(Problem) Check every line of the data for the word "button", and copy those that have it.

(Records for the exercise)
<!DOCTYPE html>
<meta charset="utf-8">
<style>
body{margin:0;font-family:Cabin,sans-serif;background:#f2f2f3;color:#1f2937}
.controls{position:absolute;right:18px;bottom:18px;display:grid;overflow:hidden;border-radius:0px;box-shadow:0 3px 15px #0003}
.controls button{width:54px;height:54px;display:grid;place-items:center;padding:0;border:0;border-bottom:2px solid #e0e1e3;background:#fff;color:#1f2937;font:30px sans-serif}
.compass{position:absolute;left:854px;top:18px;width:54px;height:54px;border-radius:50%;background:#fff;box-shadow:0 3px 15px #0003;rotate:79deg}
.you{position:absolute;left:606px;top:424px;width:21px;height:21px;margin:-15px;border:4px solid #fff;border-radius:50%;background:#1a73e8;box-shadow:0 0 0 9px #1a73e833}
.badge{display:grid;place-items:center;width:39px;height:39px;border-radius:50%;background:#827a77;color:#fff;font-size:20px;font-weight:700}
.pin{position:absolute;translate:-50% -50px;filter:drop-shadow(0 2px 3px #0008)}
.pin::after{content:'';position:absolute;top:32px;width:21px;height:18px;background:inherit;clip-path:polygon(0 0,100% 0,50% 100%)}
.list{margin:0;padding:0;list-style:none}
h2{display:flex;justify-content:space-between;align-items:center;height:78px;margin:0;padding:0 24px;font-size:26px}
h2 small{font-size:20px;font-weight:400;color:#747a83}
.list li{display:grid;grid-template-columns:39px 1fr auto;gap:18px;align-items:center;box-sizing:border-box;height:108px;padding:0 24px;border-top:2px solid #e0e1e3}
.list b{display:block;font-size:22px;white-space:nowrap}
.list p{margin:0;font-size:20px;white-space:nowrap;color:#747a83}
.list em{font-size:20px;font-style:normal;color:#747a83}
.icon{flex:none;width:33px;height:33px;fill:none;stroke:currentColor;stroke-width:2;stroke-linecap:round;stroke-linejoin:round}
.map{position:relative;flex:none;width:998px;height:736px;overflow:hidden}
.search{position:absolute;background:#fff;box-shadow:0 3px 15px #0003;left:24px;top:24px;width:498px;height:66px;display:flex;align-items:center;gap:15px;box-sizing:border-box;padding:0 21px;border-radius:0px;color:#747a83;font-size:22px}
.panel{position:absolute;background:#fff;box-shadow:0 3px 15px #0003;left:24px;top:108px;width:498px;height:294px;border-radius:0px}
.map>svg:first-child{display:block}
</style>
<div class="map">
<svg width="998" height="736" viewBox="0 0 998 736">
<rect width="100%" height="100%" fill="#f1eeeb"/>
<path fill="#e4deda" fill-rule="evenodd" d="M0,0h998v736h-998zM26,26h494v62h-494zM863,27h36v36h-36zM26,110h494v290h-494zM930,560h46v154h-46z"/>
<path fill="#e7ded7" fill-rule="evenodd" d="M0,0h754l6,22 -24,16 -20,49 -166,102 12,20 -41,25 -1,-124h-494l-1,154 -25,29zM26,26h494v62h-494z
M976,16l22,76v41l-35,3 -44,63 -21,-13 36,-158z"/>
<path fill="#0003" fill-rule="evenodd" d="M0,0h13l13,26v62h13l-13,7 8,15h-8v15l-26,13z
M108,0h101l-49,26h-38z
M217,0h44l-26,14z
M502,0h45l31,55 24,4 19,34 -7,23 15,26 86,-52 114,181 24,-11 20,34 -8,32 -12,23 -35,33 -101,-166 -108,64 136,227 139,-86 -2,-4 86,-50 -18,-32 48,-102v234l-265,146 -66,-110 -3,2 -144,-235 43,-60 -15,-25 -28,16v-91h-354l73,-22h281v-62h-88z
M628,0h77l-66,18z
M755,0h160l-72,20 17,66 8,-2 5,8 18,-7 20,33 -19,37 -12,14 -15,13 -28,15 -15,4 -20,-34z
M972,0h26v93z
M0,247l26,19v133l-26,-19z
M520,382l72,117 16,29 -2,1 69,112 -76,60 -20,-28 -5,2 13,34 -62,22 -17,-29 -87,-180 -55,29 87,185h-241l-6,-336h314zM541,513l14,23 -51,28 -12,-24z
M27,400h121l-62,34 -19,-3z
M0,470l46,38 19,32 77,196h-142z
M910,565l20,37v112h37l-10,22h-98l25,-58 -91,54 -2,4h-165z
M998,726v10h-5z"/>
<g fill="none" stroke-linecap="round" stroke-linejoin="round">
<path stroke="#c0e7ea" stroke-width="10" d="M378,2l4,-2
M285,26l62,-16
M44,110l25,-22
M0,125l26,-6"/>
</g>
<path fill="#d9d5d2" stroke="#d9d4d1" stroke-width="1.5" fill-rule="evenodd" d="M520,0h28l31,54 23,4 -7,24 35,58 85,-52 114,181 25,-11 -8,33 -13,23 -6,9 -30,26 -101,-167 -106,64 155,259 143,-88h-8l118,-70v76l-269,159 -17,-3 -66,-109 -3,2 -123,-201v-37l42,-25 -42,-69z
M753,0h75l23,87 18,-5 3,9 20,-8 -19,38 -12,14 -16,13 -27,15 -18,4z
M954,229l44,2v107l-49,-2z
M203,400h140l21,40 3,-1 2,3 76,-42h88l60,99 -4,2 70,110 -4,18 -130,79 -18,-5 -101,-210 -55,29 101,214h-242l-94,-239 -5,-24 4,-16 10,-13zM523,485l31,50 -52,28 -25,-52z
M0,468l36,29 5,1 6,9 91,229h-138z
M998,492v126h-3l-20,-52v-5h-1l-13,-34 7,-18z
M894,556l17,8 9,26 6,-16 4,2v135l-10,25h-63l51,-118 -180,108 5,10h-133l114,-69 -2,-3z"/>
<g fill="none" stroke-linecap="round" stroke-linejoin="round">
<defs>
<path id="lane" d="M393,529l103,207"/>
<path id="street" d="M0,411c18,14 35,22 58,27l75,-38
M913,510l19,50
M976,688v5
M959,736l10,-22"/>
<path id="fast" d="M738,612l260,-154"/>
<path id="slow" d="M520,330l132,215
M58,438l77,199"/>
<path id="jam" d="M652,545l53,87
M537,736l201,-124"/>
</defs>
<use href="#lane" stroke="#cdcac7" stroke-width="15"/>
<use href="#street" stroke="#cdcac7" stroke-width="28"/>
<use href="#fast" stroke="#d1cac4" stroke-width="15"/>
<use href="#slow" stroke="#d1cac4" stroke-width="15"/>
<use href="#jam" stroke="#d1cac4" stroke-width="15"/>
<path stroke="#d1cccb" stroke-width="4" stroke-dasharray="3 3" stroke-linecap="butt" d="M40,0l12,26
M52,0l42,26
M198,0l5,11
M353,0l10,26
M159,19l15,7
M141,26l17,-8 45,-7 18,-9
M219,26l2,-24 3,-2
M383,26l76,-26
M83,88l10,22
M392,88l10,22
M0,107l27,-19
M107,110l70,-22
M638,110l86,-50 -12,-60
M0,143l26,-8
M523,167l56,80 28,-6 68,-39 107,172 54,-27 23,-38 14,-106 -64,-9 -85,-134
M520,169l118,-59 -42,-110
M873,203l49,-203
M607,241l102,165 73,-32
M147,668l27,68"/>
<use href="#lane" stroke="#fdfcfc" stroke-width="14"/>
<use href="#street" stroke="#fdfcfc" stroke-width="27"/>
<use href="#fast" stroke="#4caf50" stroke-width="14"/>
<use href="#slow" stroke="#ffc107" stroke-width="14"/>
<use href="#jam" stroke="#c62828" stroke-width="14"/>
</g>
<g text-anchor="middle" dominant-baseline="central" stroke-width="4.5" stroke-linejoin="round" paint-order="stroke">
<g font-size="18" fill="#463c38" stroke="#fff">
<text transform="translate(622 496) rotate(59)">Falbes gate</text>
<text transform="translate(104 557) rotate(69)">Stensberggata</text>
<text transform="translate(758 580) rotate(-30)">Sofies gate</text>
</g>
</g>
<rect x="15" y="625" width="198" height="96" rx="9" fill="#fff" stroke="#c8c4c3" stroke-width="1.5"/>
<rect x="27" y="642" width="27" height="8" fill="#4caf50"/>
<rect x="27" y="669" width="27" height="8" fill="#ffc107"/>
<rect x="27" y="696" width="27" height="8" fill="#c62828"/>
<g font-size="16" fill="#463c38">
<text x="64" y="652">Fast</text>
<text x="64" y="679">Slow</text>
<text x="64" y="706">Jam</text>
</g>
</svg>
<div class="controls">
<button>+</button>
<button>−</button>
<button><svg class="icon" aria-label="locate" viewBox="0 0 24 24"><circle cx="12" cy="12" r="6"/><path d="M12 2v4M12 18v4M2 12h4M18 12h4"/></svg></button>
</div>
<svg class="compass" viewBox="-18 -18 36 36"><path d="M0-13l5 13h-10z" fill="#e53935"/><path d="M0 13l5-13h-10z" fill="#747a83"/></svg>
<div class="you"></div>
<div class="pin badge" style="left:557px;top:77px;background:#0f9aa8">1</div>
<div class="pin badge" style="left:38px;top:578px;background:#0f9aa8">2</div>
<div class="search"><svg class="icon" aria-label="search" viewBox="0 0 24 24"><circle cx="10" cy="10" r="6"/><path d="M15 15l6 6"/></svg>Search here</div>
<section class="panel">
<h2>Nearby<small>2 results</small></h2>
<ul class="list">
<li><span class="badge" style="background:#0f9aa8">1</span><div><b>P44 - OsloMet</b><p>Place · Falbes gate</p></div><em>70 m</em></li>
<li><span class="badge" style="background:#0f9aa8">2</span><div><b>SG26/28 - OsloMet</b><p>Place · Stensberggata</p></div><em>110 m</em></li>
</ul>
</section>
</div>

(Response to this exercise)
.controls button{width:54px;height:54px;display:grid;place-items:center;padding:0;border:0;border-bottom:2px solid #e0e1e3;background:#fff;color:#1f2937;font:30px sans-serif}
<button>+</button>
<button>−</button>
<button><svg class="icon" aria-label="locate" viewBox="0 0 24 24"><circle cx="12" cy="12" r="6"/><path d="M12 2v4M12 18v4M2 12h4M18 12h4"/></svg></button>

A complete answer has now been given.